This place also taught me that it isn’t necessarily about being in a ‘vibrant area,’ but that people can enrich your life – you don’t need a buzzing concert to create a great atmosphere. Everywhere in the world, you will be able to find people that you will connect to, as long as you stay open for new experiences. Everyone you meet can teach you something, and has a story to share as long as you create a space that is conducive to do so! I am feeling grateful to have read this old post of mine, as I started thinking in a very narrow mindset once back in Germany, thinking I would have a hard time meeting people who I would be able to connect with (and of course and thank God I was wrong in that).

I learned how yoga is not only exercise but how it can deeply connect you with yourself and be a way of meditation in itself.

Over the last months, I haven’t been practicing yoga as much as I thought I would. I have focused on some higher intensity home workouts as I felt that was more beneficial to me during the winter with me not being active outside much.

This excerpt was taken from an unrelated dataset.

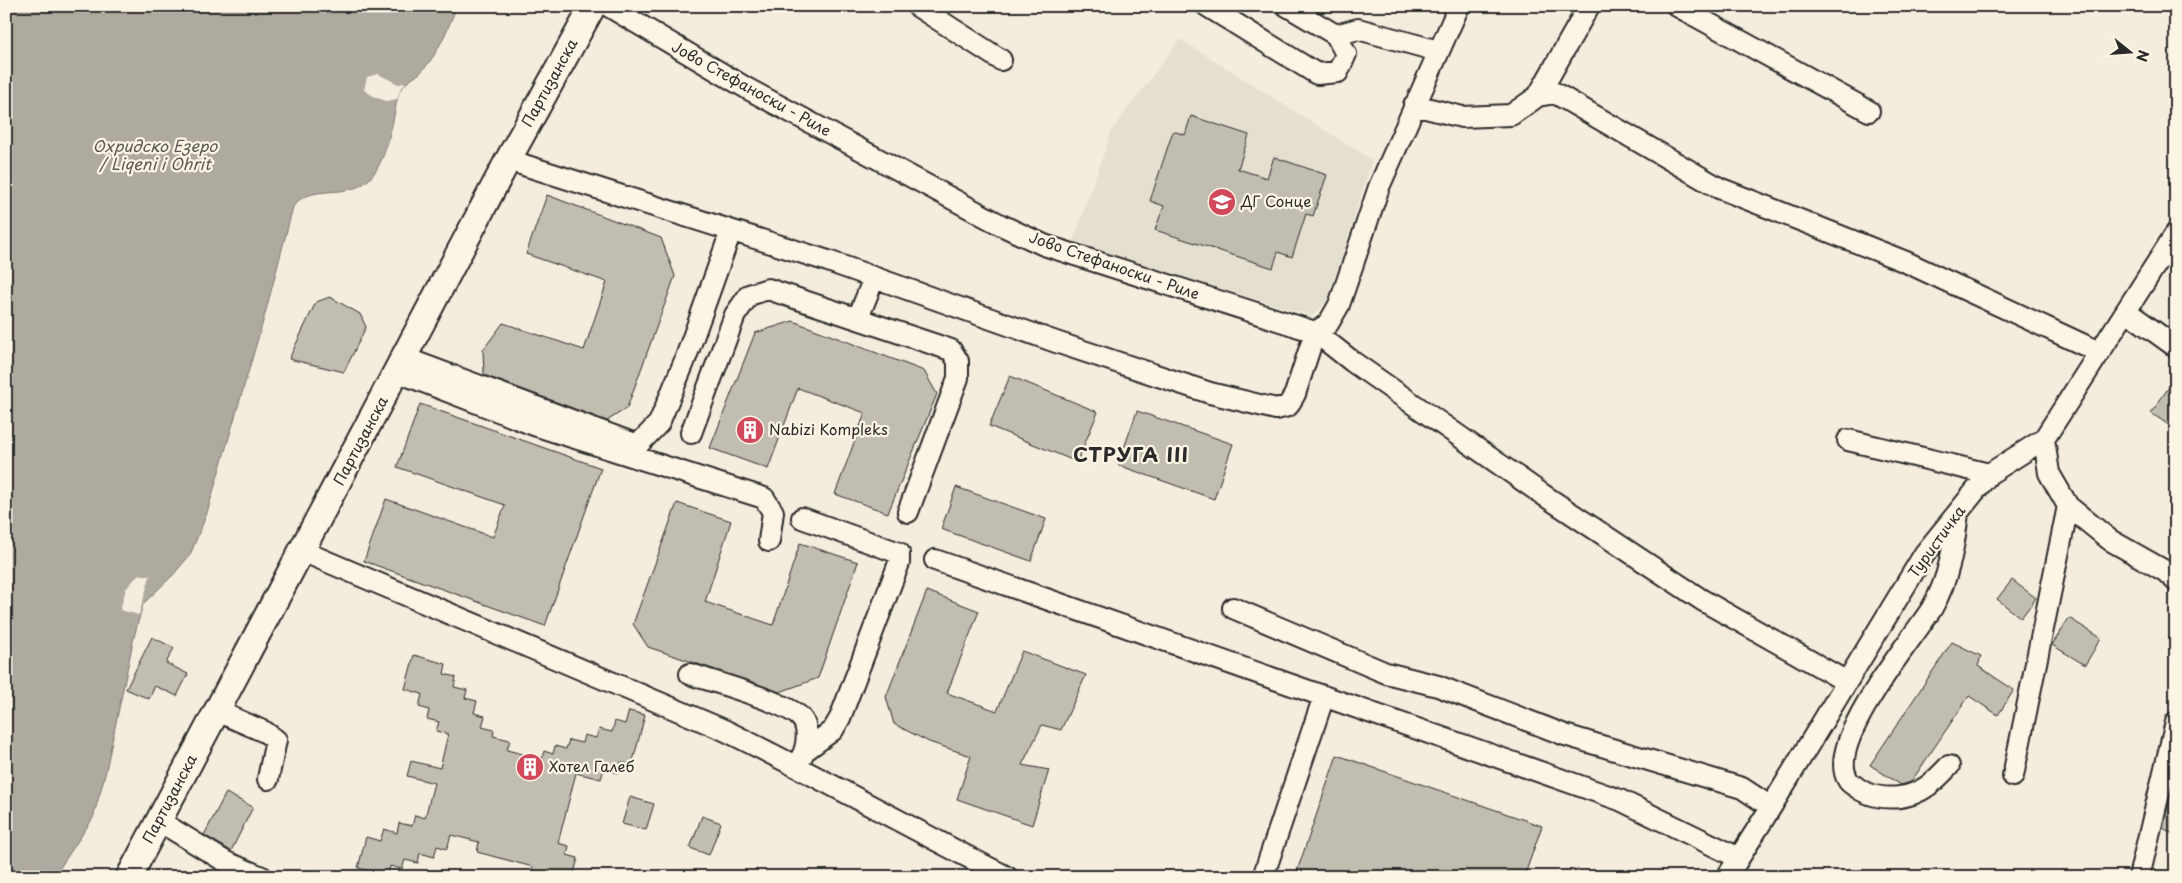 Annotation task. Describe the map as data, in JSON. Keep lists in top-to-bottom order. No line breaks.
{"streets":{"main road":["Партизанска"],"street":["Јово Стефаноски - Риле","Туристичка"]},"districts":["СТРУГА III"],"water":["Охридско Езеро / Liqeni i Ohrit"],"places":{"school or university":["ДГ Сонце"],"building":["Nabizi Kompleks","Хотел Галеб"]},"north":"right"} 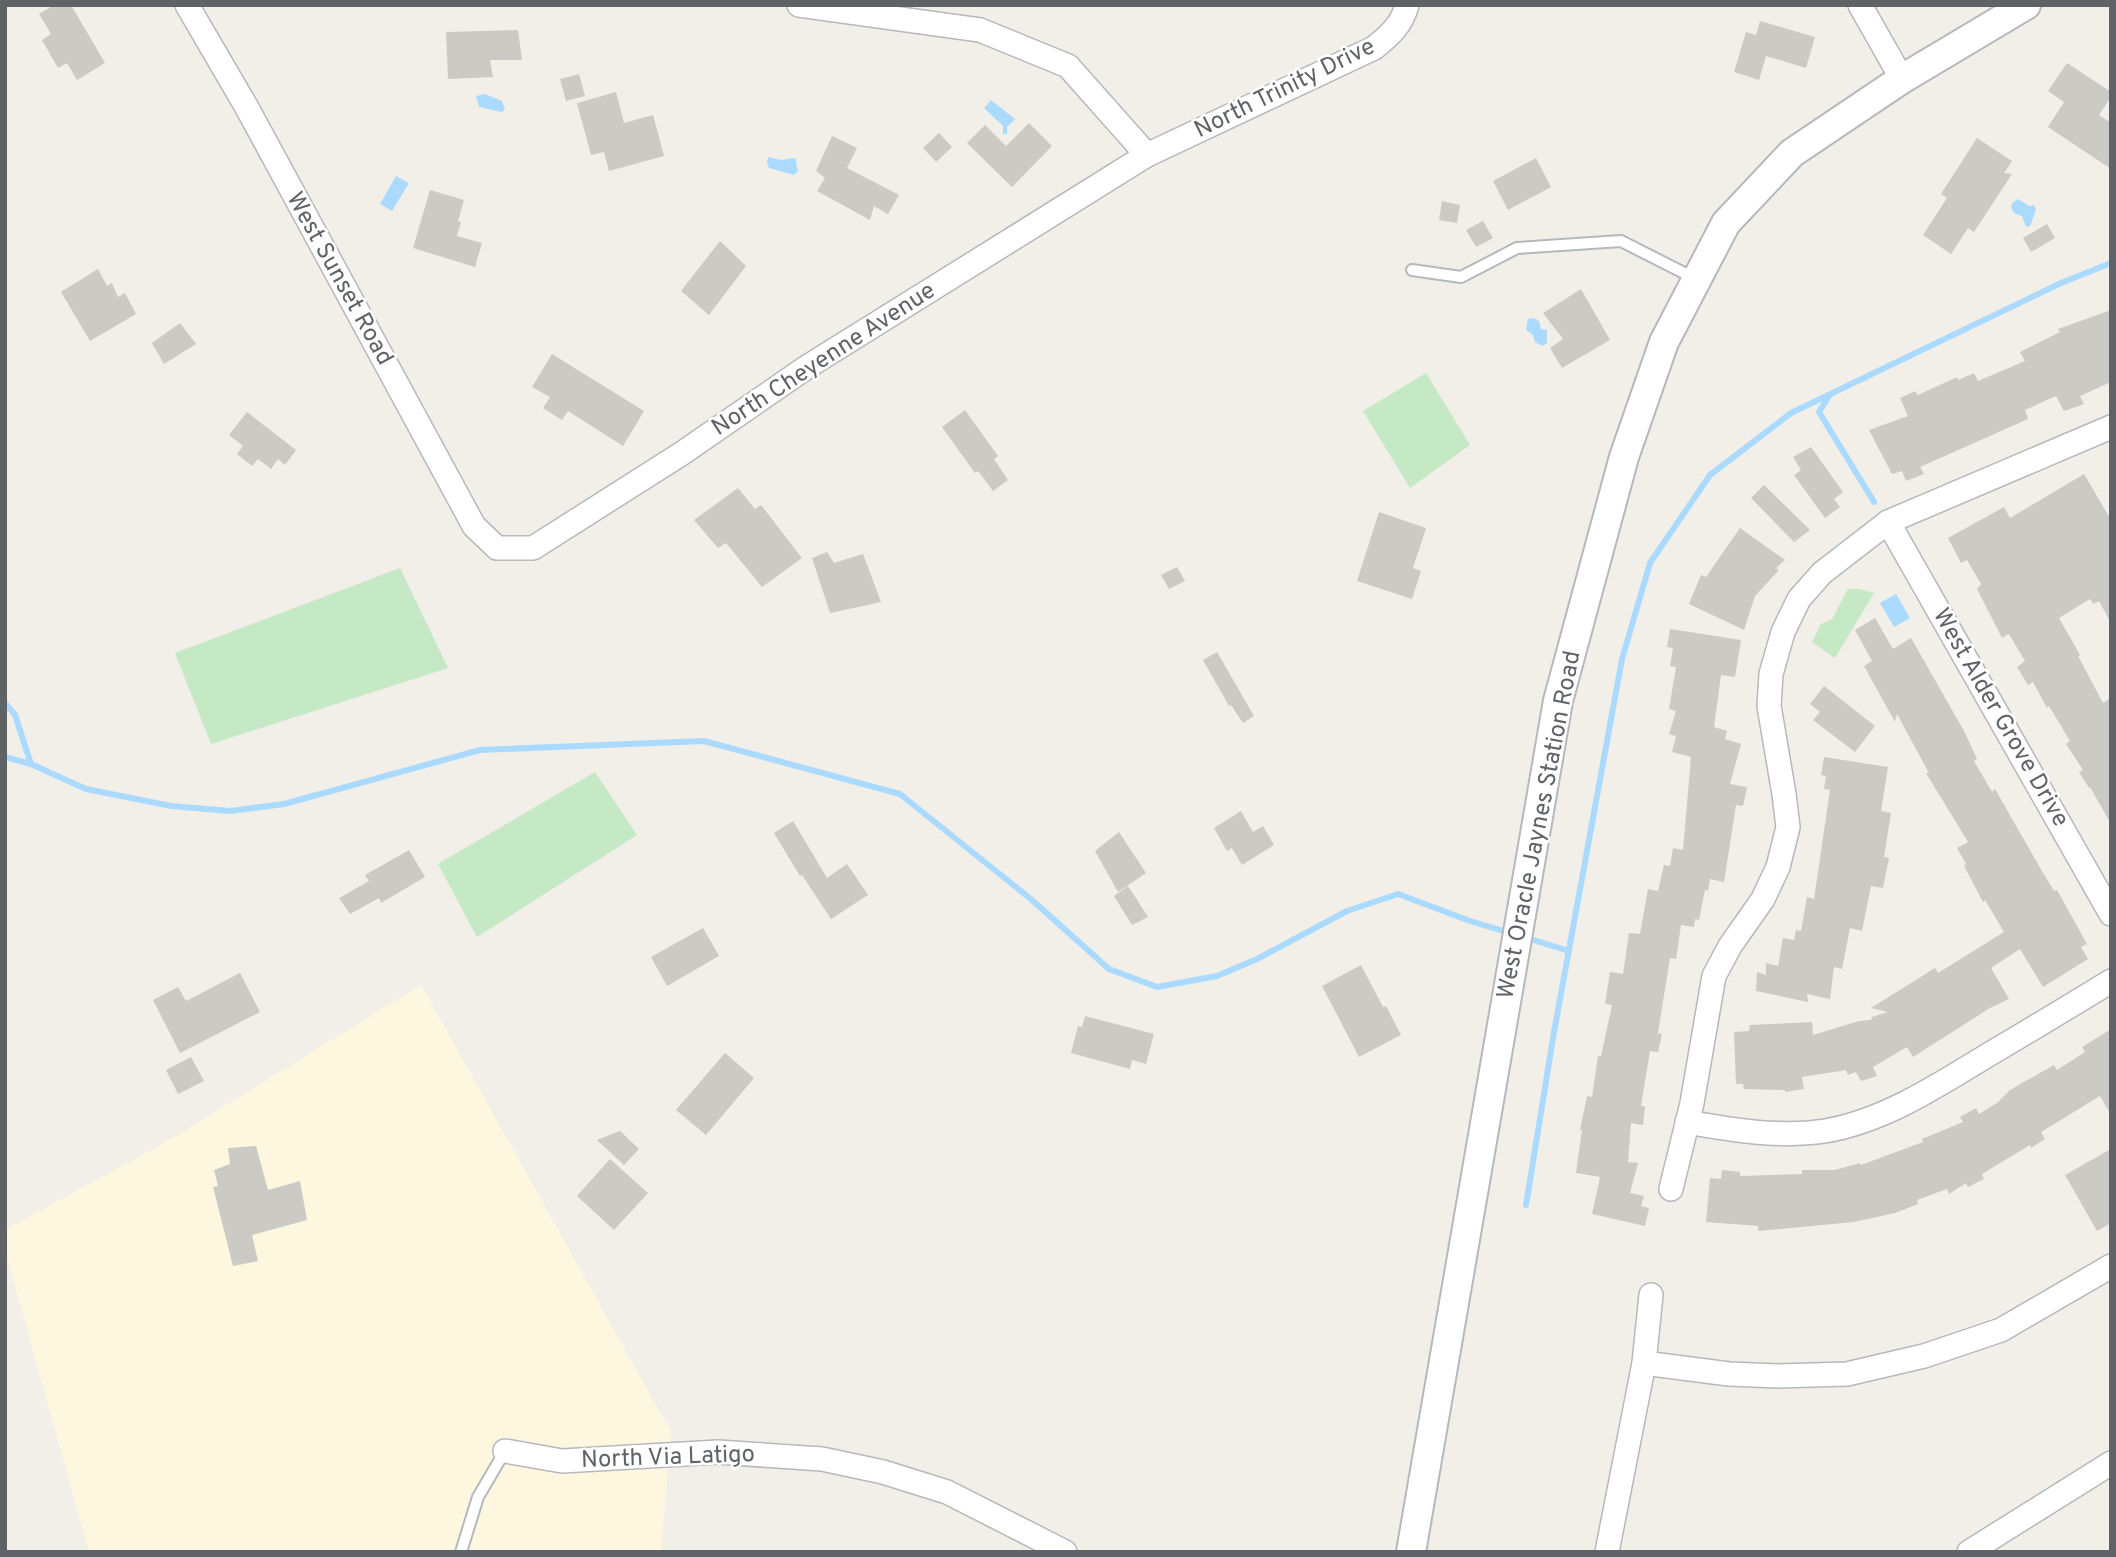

However, I have found my meditation practice to increase whenever my yoga practice decreases, as if one is trying to make up for the lack of the other. I definitely see the connection that the two have. Yoga is much more than exercise and has so many more facets to it than is known to most people. I feel as if I’ve only dipped my toe into the beginning of this vast ocean an hope that I will continue to explore it!

I learned how feeling into an uncomfortable feeling instead of trying to suppress it through food/drinks/distraction will help make it ease away.

Feeling into uncomfortable feelings instead of suppressing them with food – well, this one is one that I am totally aware of and still majorly struggle with!

Food seems like a lazy way to ease a bad feeling. It’s like knowing you should make a salad or a wholesome meal, but you reach for some processed snack instead, just for the ease of it…. I have found moments in these past weeks where I found myself reaching for food because I was upset/bored etc. first questioned myself in WHY I really wanted to make that feeling go away. Sitting with it for a while, noticing it, feeling into it, is not exactly bliss but it eventually eases and that’s when you start feeling more whole again (and proud of yourself for going through the struggle). Most people I know struggle with meditation and I thoroughly think that the struggle is the moment that we can learn from as long as we’re willing to go through it.

I learned how challenging yet necessary it is for me to set boundaries (in this case, about my own time and work vs. being available all the time).

This place for me was one that taught me that disorganization could cost you so much time, even when you have quite some at hand.

I often think about how to maximize what I get out of my time. Sometimes you waste time by being disorganized, misplacing things, starting one task without finishing it, jumping over to the next. I also get reminded that when you have a job that is not 9-5 but in which you are expected to be available outside of that timeframe in case necessary, you need to make sure to set your own boundaries: replying to emails at times that you don’t think are interfering with your own private time, i.e., not during weekends or late at night. By setting your own boundaries, you are protecting yourself from being ‘always on call.’

And my stay reminded me again and again how age is just a number and how it differs from the age we actually radiate! You can learn so much from people younger and older than you, and it is great to see that the older you get, the younger your soul can seem. ☀️

Again, I knew this, and I encourage other people to try it! I have fantastic friends that are twice my age and friends that are over a decade younger than me. I have learned from both sides and seen a maturity in certain aspects well beyond the years in my younger friends and a sort of ‘playfulness’ in people you’d think of as much more serious!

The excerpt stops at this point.